Data for this task:
━━━

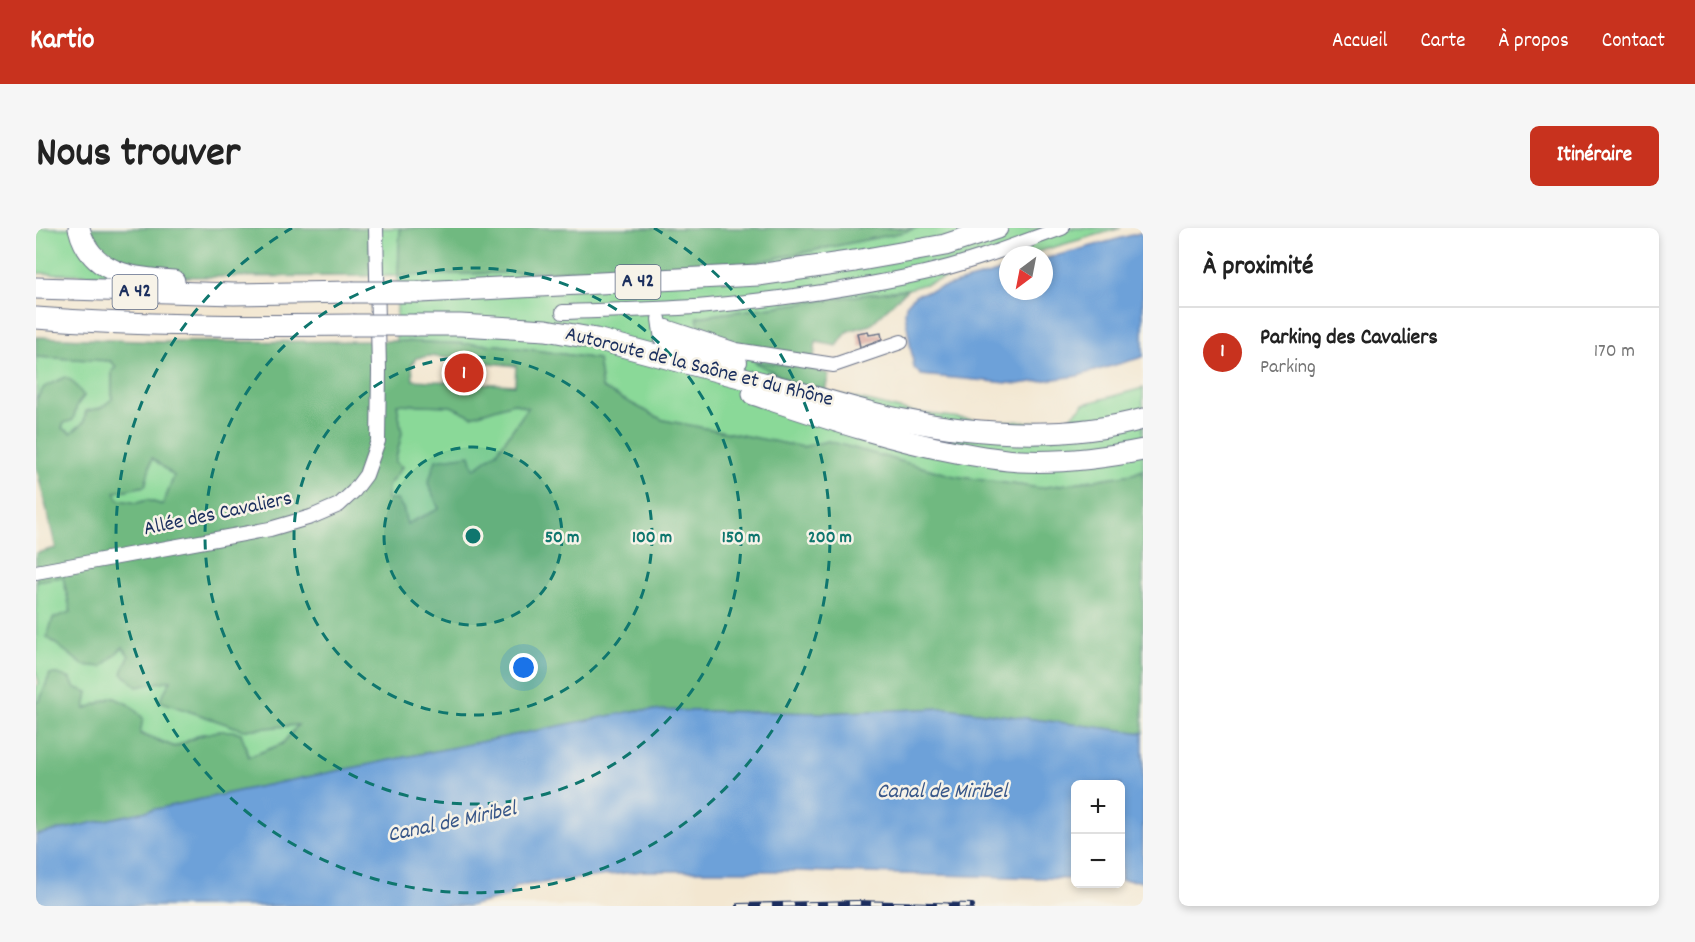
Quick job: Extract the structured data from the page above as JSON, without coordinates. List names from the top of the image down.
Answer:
{
  "streets": {
    "highway": ["A 42", "Autoroute de la Saône et du Rhône"],
    "street": ["Allée des Cavaliers"]
  },
  "water": ["Canal de Miribel"],
  "north": "bottom left",
  "page": {
    "header": "Kartio",
    "nav": [
      "Accueil",
      "Carte",
      "À propos",
      "Contact"
    ],
    "title": "Nous trouver",
    "buttons": "Itinéraire",
    "heading": "À proximité",
    "list": [
      {
        "mark": "1",
        "name": "Parking des Cavaliers",
        "note": "Parking",
        "value": "170 m"
      }
    ],
    "pins": "1",
    "map_buttons": ["+", "−"]
  },
  "rings": [
    "50 m",
    "100 m",
    "150 m",
    "200 m"
  ]
}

━━━

Repeat, word for word, each of the records, omitting any image they hold.

Result for this exercise:
Quick job: Extract the structured data from the page above as JSON, without coordinates. List names from the top of the image down.
Answer:
{
  "streets": {
    "highway": ["A 42", "Autoroute de la Saône et du Rhône"],
    "street": ["Allée des Cavaliers"]
  },
  "water": ["Canal de Miribel"],
  "north": "bottom left",
  "page": {
    "header": "Kartio",
    "nav": [
      "Accueil",
      "Carte",
      "À propos",
      "Contact"
    ],
    "title": "Nous trouver",
    "buttons": "Itinéraire",
    "heading": "À proximité",
    "list": [
      {
        "mark": "1",
        "name": "Parking des Cavaliers",
        "note": "Parking",
        "value": "170 m"
      }
    ],
    "pins": "1",
    "map_buttons": ["+", "−"]
  },
  "rings": [
    "50 m",
    "100 m",
    "150 m",
    "200 m"
  ]
}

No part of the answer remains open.